**What the task asks**
This exercise asks for a copy of each line in the records below with the word "canvas" in it.

**Data in this exercise**

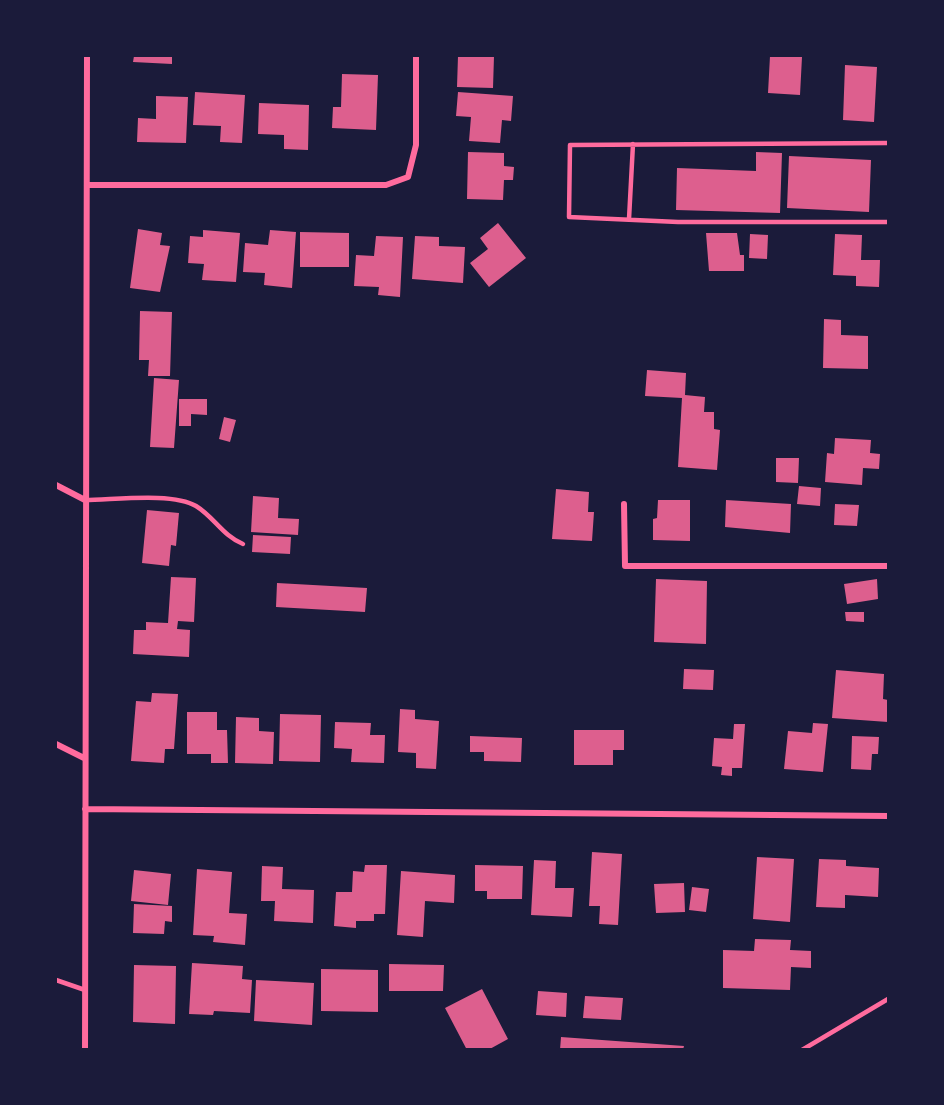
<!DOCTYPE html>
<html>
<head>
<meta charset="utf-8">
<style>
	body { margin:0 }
	#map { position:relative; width:944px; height:1105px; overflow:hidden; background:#1b1b3a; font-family:"Exo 2",sans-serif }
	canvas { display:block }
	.frame { position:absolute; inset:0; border:57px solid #1b1b3a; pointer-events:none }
</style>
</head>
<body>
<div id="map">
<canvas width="944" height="1105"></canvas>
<div class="frame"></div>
</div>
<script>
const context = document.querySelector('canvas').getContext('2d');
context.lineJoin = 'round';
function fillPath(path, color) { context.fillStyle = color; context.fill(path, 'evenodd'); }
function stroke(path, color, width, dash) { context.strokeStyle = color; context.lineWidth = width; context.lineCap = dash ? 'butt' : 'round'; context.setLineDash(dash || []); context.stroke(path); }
fillPath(new Path2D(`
	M134,56H172V64L133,62Z
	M458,56H494L493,88L457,87Z
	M770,56L802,57L800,95L768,93Z
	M845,65L877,67L874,122L843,120Z
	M342,74L378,75L376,130L332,128L333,107H341Z
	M195,92L245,95L242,143L220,142L221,126L193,125Z
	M458,92L513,96L511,121L502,120L500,143L469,141L471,117L456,116Z
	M156,96L188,97L186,143L137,142L138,118L156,119Z
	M259,103L309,105L308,150L284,149V135L258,134Z
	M468,152L504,153V166L514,167L513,180H504L503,200L467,199Z
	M756,152L782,153L780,213L676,210L677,168L756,171Z
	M789,156L871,160L869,212L787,208Z
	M498,223L526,258L489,287L470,263L488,249L480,238Z
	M138,229L162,233L160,245L170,246L160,292L130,288Z
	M203,230L240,233L236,282L202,280L204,264L188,263L190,236L203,237Z
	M270,230L296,232L292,288L264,285L265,273L243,272L245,243L268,245Z
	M300,232L349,233V267H300Z
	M706,233H737L740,255H744V271H709Z
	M750,234L768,235L767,259L749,258Z
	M835,234L862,235L861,260H880L879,287L856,286V276L833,275Z
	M376,236L403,237L400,297L378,295L379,287L354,286L356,255L374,256Z
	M415,236L439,237V246L465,247L463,283L412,279Z
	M140,311L172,312L170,376H148L149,360H139Z
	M824,319L841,320V335L868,336V369L823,368Z
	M647,370L686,373L685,395L705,397L704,412H714V429L720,430L717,470L678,467L682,398L645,396Z
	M154,378L179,380L174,448L150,447Z
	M179,399H207V415L191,414V426H179Z
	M224,417L236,420L230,442L219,439Z
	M835,438L871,440L870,453L880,454L879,469L863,468L862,485L825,482L827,453L834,454Z
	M776,458H799L798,483L776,482Z
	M799,486L821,488L820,506L797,504Z
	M556,489L589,492L588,512H594L592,541L552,539Z
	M253,496L279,498L278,518L299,519L298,535L251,532Z
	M658,500H690V541L653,540V519L657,518Z
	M726,500L791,504L790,533L725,527Z
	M835,504L859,505L857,526L834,525Z
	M147,510L179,513L176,546L171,545L169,566L142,563Z
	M253,535L291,537L290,554L252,552Z
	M171,577L196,578L194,622L178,621L177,629L190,630L189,657L133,654L134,630H146V622L168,623Z
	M656,579L707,581L706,644L654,642Z
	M877,579L878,599L847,604L844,584Z
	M277,583L367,588L365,612L276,607Z
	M845,612H864V622L846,621Z
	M684,669L714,670L713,690L683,689Z
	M836,670L884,674L883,699L888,700V722L832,718Z
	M152,693L178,694L174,749H165L164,763L131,761L136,701L151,702Z
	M400,709L415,710V719L439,721L436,769L416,768V753L398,752Z
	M187,712H217V730H227L228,763H211V754H187Z
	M280,714L321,715L320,762L279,761Z
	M236,717L259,718V731L274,732L273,764L235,763Z
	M335,722L371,723L370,735H385L384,763L351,762L352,749L334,748Z
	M813,723L828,724L823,772L784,769L788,731L812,733Z
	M734,724H745L742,768H732V776L721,775L722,767L712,766L714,738L733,739Z
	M574,730H624V750H613V765H574Z
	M470,736L522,738L521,762L484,761V752H470Z
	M852,736L879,737L878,754H872L871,770L851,769Z
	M592,852L622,854L618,925L599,924L600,906H589Z
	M757,857L794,859L790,922L753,919Z
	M819,859L846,860V866L879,868L878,897L845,895V908L816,907Z
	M534,860L556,861L555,888H574L572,917L531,915Z
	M365,865H387L385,914H374V921H356V928L334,926L336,892H352L353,871L364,872Z
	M475,865L523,866L522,899H487V891H475Z
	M262,866L283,867L282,889L314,890L313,923L274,921L275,901H261Z
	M197,869L232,872L229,913L247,914L245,945L213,942L214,936L193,935Z
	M134,870L171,874L168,905L131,901Z
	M401,871L455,875L454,903L425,901L423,937L397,935Z
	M684,883L685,912L656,913L654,884Z
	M692,887L709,889L706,912L689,910Z
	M134,904L172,906V922L165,921L164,934L133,933Z
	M755,939L791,940L790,950L811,951V968L791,967L790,990L723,988V950L754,951Z
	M192,963L243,966L242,979L252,980L250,1013L214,1011L213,1015L189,1014Z
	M389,964L444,965L443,991H389Z
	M134,965L176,966L175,1024L133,1022Z
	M321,969L378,970V1012L321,1011Z
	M256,980L314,983L312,1025L254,1021Z
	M482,989L508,1039L488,1050H467L445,1008Z
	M538,991L567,993L566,1017L536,1015Z
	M585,996L623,998L621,1020L583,1018Z
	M561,1037L684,1046L683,1050H560Z`), '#dd5f8e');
stroke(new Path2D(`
	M888,143L570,145L569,217L678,222H888
	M629,219L633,144
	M85,500C113,500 173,492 196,506C214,517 223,536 243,544
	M56,980L85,990
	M802,1050L888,999`), '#ff6b9d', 4.5);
stroke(new Path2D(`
	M88,185H386L408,177L416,145V56
	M56,485L85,500
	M624,504L625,566H888
	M56,744L84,758
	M85,809L888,816
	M85,1050L87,56`), '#ff6b9d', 6);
</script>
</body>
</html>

**Result of this exercise**
	canvas { display:block }
<canvas width="944" height="1105"></canvas>
const context = document.querySelector('canvas').getContext('2d');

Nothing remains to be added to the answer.